You are viewing a plain text version of this content. The canonical link for it is here.
Posted to mapreduce-issues@hadoop.apache.org by "Jason Lowe (JIRA)" <ji...@apache.org> on 2016/07/19 14:17:20 UTC

[jira] [Commented] (MAPREDUCE-6735) Performance degradation caused by MAPREDUCE-5465 and HADOOP-12107

    [ https://issues.apache.org/jira/browse/MAPREDUCE-6735?page=com.atlassian.jira.plugin.system.issuetabpanels:comment-tabpanel&focusedCommentId=15384200#comment-15384200 ] 
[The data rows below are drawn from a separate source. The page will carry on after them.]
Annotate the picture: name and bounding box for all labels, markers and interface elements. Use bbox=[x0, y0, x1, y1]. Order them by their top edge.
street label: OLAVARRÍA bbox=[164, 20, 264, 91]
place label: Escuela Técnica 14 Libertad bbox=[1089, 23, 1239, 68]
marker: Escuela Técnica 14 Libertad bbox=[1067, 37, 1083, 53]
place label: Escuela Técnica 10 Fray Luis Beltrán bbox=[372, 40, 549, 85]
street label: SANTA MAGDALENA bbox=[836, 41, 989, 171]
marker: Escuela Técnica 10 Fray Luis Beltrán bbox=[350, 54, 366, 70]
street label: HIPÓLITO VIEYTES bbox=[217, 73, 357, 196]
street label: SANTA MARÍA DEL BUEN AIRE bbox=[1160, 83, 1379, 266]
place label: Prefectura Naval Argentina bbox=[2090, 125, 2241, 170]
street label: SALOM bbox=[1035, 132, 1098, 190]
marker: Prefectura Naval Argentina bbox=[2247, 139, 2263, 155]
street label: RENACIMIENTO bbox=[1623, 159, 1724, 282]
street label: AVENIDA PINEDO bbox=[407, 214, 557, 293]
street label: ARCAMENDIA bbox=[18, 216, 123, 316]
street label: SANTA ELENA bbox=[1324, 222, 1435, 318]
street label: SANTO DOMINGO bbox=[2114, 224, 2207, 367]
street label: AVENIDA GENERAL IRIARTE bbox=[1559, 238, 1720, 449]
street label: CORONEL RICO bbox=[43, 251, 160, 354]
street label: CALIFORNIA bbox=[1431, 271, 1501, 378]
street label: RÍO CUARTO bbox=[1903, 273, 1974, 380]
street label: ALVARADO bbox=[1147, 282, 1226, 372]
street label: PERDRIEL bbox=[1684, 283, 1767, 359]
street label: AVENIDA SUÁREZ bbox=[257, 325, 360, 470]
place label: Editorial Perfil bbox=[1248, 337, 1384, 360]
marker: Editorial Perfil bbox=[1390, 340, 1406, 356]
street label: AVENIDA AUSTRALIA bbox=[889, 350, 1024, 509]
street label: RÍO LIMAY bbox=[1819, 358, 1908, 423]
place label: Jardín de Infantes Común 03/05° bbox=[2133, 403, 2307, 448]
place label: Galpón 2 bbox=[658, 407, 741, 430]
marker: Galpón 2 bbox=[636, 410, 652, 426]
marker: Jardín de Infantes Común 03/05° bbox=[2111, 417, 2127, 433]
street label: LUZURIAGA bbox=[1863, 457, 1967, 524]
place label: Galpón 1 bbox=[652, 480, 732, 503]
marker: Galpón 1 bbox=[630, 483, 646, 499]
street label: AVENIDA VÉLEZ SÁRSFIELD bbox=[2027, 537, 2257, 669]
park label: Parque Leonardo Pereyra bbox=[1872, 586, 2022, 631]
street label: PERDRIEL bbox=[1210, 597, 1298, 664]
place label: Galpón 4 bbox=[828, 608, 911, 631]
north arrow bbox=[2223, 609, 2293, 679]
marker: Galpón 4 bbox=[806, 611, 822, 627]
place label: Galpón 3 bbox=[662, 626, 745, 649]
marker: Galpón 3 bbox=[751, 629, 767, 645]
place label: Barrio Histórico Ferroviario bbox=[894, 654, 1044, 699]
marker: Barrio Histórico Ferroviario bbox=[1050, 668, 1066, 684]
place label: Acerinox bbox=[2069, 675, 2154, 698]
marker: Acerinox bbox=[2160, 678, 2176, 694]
Jason Lowe commented on MAPREDUCE-6735:
---------------------------------------

Thanks for the report, Alexandr!

MAPREDUCE-5465 would be expected to make things slightly slower, since the whole point of that JIRA is to let tasks finish on their own rather than proactively killing them.  Before that change the AM was trying to kill tasks as soon as they said they were done, and that was causing problems when the task had things to do afterwards like dumping JVM stats for performance or profiling.  Letting the tasks complete on their own means it will take a little longer sometimes for the container to complete, and that prevents another task from using the cluster resources associated with that container.  Essentially the change was a tradeoff of performance for correctness -- we were running "too fast" sometimes. ;-)

Do you have any details on how HADOOP-12107 is impacting things?  If you just put that one in on its own, do you see a similar impact?  Also note that HADOOP-12107 has a very important followup fix at HADOOP-12706.  It would be interesting to know if HADOOP-12107 really does impact on its own whether adding HADOOP-12706 changes that in any way.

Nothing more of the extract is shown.